More coordination absolutely makes sense. This is a major problem that cuts across multiple distributions, operating systems other than Linux, programming languages, and use cases. I don't think there's any sane way for ILP64 and LP64 to coexist that satisfies every possible combination here - it's almost impossible to know ahead of time that there will never be someone who wants to combine functionality from a library that decided to use ILP64 with a library that didn't. Unless you want to introduce the burden of requiring that every ILP64 library also provide a separate LP64 implementation (my guess is most of them are familiar enough with this issue that they already are, even if not required to...).
I've personally been starting to think that ILP64 BLAS is more trouble than it's worth. Once you get up to multiple gigabytes of data and you want to do dense linear algebra, even just BLAS1 (which can mostly be done equivalently in Julia anyway) on a huge vector, you're probably better off working in distributed memory and figuring out how to partition your data more sanely so you don't have to think about all of it at once. Is there such a crazy person doing BLAS2, BLAS3, or LAPACK in a single shared memory space with arrays whose dimensions are larger than 32 bits?
It is common for libraries to export their functions under multiple names. This is usually done via "weak symbols" or so, and does not require any code duplication. For example, name mangling for Fortran is not standardized, and many Fortran libraries export 2 or 3 different names for each function (e.g. "DGEMM", "dgemm_" and "dgemm__").
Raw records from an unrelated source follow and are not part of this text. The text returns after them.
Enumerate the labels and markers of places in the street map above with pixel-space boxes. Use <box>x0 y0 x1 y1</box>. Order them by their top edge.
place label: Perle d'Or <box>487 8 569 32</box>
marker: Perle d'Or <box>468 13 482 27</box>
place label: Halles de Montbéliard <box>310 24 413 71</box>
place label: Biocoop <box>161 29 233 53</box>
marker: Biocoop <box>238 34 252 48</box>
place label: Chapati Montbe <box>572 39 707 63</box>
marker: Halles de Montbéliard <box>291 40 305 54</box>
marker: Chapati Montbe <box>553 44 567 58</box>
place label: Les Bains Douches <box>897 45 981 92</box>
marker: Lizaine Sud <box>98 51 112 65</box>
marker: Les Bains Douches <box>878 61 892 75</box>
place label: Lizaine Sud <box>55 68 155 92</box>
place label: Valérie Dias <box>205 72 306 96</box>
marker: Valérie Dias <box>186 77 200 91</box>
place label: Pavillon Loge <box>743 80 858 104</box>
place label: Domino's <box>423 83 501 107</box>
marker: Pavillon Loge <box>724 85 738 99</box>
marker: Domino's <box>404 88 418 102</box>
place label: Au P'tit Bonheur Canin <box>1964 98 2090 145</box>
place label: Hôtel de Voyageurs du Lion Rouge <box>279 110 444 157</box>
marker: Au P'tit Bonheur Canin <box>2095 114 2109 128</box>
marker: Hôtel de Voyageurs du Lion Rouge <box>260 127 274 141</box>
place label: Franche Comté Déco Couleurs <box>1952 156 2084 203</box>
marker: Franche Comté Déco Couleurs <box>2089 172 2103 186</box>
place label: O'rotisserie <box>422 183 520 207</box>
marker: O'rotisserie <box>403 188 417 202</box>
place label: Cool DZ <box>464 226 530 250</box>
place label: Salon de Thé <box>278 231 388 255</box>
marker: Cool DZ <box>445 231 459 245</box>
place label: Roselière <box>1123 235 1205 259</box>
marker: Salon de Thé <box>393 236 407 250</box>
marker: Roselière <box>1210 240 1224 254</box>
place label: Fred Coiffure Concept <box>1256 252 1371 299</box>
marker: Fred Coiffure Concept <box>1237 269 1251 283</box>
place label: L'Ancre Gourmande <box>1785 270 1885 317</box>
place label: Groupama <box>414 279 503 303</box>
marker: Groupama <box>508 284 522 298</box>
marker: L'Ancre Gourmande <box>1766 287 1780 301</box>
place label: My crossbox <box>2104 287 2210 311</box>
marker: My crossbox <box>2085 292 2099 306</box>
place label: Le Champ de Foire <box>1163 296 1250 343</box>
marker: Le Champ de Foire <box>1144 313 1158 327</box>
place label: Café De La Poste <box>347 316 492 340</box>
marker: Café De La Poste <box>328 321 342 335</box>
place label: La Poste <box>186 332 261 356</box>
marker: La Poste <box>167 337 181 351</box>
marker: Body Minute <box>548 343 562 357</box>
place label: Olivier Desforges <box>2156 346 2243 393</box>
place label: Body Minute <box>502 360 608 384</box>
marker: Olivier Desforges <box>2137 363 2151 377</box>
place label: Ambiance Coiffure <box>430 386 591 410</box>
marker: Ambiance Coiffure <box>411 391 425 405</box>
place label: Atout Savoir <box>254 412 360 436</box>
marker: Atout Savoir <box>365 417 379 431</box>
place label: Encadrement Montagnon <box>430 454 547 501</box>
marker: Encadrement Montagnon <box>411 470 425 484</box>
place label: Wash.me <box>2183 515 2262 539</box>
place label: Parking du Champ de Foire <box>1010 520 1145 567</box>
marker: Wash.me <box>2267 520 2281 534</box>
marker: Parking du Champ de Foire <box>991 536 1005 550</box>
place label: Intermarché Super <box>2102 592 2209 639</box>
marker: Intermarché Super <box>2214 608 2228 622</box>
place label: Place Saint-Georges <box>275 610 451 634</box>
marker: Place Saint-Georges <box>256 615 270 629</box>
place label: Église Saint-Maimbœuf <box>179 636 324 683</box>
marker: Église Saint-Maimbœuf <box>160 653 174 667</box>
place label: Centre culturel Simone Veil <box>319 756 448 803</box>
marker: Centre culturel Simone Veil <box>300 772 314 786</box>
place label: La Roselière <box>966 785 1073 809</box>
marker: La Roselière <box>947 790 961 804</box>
@tkelman ILP64 OpenBLAS has been added recently to Fedora, in part on my request. Apparently no package uses it yet, so it may still be time to fix things. I think other distributions do not provide it.
We can probably find a solution with @xianyi, but the problem is that MKL already seems to use identical symbols for LP64 and ILP64 (is that right?), and I guess it will be hard to get them to release an additional version with modified symbols. Though they may accept @eschnett's "weak symbols" solution if it's considered standard enough.
Regarding the need for ILP64, using it by default might not be the utmost priority, but I've seen on the Web several people requiring ILP64 BLAS, for example SuiteSparse's author Tim Davis here:
You might wonder if I would be insane enough to contemplate a matrix larger
than 2^32 by 2^32. I'm not. When using the BLAS in an unsymmetric sparse
factorization code, you can get very tall and thin (or short and squat) dense
submatrices, where just one of the dimensions m or n is larger than 2^31 (k,
in my case, is limited to a small constant in dgemm). The total problem size
could still be just a handful of GBytes (but more than 4GB), even if one of m
or n (but not both) in a call to dgemm is larger than 2^31.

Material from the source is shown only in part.